*** DATA IN THIS EXERCISE Section Begins ***
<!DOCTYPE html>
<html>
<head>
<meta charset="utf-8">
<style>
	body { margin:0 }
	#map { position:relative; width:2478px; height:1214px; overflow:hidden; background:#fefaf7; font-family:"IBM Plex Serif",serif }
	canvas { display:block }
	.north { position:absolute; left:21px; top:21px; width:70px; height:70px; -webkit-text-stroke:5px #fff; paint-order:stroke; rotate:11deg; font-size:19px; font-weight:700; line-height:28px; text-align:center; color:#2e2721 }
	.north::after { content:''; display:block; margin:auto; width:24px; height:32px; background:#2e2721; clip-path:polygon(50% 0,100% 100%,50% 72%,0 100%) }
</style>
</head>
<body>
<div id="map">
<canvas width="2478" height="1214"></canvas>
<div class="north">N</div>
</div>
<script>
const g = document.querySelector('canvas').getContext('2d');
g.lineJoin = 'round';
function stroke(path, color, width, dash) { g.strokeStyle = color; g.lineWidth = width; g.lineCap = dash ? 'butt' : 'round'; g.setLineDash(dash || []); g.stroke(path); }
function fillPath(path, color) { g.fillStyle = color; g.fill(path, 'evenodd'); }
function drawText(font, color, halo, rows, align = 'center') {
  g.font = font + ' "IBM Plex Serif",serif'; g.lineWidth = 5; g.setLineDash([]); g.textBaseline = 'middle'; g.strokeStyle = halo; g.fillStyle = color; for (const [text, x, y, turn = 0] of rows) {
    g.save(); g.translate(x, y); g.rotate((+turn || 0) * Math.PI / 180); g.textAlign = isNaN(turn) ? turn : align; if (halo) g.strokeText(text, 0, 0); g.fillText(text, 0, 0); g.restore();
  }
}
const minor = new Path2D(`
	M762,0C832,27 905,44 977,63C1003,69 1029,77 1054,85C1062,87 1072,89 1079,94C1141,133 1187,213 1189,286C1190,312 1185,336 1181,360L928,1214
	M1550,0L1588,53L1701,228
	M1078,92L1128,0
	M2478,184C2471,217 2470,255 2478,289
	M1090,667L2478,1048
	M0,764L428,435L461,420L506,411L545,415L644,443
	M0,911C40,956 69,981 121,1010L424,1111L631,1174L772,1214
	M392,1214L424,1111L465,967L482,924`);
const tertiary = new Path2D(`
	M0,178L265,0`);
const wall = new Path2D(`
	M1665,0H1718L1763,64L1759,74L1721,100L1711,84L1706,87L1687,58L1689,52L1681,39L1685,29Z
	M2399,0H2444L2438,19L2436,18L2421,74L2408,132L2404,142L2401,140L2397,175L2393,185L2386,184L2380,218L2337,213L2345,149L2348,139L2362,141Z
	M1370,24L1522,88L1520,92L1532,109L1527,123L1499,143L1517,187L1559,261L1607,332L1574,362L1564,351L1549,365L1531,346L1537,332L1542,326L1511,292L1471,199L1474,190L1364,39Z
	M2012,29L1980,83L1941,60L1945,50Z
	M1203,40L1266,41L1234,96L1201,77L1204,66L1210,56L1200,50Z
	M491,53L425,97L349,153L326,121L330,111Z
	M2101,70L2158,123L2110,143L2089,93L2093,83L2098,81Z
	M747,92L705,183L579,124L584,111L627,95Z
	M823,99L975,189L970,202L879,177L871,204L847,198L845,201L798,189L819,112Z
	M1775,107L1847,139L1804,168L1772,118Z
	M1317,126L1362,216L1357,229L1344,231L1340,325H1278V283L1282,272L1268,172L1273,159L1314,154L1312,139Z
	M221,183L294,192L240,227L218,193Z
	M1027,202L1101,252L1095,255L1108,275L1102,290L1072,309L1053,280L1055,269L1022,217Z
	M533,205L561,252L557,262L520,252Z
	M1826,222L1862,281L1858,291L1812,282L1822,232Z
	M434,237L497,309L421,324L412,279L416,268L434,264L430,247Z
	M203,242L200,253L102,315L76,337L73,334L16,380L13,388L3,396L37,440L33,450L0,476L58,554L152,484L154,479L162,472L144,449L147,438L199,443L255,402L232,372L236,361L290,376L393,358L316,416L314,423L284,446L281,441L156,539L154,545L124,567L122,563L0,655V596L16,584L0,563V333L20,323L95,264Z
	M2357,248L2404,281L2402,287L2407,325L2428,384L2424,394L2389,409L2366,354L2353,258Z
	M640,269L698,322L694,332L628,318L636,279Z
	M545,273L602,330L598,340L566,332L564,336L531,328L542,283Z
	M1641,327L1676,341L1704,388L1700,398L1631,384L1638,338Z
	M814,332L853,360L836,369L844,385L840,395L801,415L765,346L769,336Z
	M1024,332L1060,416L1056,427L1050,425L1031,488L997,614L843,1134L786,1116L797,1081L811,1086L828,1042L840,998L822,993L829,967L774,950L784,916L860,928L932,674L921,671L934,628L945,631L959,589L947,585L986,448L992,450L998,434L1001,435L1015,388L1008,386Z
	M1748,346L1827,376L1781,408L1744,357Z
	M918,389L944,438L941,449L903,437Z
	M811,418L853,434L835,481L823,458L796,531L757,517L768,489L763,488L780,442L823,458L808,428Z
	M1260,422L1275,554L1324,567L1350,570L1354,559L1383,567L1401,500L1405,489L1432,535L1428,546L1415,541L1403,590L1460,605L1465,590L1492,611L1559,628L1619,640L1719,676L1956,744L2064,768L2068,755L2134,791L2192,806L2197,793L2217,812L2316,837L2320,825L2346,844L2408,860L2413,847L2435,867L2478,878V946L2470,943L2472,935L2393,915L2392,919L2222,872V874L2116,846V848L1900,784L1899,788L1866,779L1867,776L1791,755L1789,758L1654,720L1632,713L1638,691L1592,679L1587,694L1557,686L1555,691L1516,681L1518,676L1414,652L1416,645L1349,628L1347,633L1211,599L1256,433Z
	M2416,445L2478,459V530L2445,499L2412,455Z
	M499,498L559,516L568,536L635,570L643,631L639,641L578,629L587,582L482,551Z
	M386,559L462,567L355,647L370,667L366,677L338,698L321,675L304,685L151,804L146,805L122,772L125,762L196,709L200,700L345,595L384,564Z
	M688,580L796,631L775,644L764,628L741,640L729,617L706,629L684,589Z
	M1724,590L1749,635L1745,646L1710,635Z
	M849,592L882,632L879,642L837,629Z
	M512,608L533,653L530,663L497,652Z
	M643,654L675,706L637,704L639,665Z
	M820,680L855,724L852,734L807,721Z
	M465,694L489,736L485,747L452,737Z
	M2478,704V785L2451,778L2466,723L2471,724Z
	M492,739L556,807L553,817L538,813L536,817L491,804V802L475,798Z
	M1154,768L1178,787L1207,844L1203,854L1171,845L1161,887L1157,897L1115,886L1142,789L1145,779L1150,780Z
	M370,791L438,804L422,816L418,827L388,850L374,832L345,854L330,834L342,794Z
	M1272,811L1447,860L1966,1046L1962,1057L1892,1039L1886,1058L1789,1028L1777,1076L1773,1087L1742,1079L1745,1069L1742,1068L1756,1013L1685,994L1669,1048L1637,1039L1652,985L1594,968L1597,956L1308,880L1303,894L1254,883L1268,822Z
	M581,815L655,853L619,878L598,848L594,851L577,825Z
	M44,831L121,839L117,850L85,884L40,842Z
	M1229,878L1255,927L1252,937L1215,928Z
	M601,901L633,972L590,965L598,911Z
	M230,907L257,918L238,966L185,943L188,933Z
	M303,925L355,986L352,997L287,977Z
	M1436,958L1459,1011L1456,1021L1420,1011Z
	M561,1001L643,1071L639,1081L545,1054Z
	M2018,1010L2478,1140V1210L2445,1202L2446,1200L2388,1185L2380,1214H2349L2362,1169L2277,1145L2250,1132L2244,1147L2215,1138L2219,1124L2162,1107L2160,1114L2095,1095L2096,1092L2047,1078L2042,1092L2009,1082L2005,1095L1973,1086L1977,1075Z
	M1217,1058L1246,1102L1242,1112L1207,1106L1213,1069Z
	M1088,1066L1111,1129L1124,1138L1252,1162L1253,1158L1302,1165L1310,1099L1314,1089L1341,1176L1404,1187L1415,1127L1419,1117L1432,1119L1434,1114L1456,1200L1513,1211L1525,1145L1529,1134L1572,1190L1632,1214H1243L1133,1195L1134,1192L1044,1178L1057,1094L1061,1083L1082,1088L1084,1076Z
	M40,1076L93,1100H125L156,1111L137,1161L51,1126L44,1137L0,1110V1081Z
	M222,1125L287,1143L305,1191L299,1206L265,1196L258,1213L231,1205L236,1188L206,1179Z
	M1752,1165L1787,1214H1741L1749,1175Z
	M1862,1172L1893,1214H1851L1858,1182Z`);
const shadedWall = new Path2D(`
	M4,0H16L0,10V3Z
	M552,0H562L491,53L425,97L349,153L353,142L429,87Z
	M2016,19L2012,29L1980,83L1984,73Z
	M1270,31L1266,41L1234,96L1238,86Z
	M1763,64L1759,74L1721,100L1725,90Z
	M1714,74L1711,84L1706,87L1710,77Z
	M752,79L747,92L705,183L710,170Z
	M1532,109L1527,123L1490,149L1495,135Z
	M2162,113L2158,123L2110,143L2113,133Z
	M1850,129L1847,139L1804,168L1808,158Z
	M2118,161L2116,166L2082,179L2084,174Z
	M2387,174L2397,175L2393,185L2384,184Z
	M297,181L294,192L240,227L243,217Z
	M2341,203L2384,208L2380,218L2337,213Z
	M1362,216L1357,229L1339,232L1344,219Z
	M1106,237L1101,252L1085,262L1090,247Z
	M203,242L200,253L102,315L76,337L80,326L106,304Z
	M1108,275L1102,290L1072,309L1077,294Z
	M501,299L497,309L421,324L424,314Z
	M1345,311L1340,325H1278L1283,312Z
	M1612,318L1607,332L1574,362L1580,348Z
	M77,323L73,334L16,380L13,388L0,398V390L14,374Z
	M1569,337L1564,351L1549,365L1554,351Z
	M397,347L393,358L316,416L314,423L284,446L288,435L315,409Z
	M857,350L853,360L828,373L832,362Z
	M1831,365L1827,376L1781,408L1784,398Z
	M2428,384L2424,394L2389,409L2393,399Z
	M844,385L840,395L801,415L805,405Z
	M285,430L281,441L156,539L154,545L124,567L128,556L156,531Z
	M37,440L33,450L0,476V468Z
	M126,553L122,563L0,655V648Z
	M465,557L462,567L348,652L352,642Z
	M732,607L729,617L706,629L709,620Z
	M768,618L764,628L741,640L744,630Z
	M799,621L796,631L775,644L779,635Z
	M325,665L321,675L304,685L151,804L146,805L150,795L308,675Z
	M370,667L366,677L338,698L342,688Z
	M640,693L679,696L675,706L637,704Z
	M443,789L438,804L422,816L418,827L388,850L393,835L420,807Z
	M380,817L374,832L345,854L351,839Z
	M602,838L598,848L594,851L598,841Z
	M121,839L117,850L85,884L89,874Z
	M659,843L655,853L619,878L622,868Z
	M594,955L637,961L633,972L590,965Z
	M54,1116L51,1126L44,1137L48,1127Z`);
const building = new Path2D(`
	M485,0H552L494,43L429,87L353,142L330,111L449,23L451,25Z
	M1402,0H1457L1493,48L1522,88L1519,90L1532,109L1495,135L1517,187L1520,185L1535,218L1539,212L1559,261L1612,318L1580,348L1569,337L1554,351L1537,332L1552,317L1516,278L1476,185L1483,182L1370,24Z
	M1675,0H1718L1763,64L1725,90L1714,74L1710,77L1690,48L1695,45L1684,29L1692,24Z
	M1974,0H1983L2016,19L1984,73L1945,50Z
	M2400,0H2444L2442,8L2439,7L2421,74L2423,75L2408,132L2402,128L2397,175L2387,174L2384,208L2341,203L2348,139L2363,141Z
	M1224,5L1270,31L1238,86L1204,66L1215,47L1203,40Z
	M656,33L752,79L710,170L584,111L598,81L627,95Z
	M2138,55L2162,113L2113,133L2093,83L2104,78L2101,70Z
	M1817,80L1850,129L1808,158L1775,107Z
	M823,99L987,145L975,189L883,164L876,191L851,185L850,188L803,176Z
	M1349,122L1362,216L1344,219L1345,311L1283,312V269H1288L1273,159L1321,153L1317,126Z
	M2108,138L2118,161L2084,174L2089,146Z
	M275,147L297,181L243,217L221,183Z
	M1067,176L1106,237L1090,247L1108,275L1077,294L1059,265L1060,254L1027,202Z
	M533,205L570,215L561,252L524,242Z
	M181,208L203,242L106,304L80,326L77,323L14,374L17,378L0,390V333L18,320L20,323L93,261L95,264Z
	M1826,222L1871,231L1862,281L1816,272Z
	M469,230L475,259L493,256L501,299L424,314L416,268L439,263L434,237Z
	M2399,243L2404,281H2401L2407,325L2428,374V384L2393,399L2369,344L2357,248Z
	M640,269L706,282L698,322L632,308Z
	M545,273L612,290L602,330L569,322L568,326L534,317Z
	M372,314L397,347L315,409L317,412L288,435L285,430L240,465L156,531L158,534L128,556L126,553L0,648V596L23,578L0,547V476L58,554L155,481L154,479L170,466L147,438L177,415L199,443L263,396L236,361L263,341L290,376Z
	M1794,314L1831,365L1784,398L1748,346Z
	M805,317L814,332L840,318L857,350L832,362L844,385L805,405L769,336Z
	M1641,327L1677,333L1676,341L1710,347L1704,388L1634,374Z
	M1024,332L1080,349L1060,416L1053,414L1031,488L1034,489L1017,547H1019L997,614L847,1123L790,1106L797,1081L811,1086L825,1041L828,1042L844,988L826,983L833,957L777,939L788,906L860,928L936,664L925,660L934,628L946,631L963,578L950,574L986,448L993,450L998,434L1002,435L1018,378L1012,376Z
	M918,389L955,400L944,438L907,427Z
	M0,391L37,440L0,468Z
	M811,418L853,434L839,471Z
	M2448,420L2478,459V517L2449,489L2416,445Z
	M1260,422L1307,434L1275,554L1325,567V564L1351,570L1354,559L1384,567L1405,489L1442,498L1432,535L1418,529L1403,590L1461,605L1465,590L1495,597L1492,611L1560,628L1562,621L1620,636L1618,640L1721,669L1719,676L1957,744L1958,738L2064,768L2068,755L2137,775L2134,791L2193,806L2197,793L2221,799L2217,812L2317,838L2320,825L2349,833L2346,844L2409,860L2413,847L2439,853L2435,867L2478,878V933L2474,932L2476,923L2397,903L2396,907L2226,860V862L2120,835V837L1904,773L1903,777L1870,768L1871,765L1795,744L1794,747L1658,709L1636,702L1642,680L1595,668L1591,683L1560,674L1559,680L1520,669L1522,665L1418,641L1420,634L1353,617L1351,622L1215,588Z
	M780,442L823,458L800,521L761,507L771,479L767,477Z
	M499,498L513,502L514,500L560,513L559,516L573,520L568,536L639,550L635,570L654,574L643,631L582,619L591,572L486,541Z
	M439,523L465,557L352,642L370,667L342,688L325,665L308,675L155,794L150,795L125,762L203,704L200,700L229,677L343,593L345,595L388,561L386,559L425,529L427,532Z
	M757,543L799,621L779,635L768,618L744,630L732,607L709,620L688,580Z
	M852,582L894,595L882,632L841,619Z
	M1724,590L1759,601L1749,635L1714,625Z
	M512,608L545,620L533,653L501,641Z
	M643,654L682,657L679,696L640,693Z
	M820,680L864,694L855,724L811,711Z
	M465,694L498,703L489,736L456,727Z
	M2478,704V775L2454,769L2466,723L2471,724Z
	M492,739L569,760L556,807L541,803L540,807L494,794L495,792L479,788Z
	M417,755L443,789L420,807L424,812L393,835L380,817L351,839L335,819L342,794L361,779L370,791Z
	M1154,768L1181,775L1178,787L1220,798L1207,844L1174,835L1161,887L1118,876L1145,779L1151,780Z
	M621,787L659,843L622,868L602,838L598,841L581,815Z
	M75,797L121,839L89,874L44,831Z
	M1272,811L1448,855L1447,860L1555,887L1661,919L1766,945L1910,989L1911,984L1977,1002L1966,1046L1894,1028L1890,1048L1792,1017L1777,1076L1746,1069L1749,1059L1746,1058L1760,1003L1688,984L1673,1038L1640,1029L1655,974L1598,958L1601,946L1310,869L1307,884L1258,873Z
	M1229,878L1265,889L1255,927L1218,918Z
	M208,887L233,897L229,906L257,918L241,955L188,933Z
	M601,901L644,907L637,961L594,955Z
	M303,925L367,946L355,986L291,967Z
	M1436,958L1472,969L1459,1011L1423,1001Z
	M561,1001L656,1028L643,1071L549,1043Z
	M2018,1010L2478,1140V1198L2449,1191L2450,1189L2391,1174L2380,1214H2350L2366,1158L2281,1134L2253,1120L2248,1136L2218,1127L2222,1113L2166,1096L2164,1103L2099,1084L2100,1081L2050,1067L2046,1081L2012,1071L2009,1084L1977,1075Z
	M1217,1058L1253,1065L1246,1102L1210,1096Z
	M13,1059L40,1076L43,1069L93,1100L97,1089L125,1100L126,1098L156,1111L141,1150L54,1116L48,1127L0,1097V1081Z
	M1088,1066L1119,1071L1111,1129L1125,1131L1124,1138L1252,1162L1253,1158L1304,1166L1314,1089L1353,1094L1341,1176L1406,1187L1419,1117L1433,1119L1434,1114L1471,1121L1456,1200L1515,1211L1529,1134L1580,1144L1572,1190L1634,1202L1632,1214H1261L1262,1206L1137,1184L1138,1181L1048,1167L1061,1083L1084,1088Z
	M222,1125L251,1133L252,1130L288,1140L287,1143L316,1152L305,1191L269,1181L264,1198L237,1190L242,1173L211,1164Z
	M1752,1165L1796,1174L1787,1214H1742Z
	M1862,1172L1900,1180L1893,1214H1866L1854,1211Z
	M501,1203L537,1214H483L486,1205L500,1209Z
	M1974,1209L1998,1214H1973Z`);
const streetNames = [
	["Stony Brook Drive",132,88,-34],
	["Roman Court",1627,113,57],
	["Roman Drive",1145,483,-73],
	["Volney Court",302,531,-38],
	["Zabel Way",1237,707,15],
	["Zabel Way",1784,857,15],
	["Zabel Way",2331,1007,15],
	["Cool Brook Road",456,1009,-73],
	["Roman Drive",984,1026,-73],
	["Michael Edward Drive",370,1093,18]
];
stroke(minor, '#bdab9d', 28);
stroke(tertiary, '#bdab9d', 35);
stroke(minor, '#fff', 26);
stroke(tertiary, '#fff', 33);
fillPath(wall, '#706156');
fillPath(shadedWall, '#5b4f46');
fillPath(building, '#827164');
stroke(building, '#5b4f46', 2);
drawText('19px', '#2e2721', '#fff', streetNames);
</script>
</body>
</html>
*** DATA IN THIS EXERCISE Section Ends ***
▸ WHAT THIS TASK INVOLVES
All lines carrying the word "fillStyle" must be copied from the data above.

▸ RESPONSE BOX
function fillPath(path, color) { g.fillStyle = color; g.fill(path, 'evenodd'); }
  g.font = font + ' "IBM Plex Serif",serif'; g.lineWidth = 5; g.setLineDash([]); g.textBaseline = 'middle'; g.strokeStyle = halo; g.fillStyle = color; for (const [text, x, y, turn = 0] of rows) {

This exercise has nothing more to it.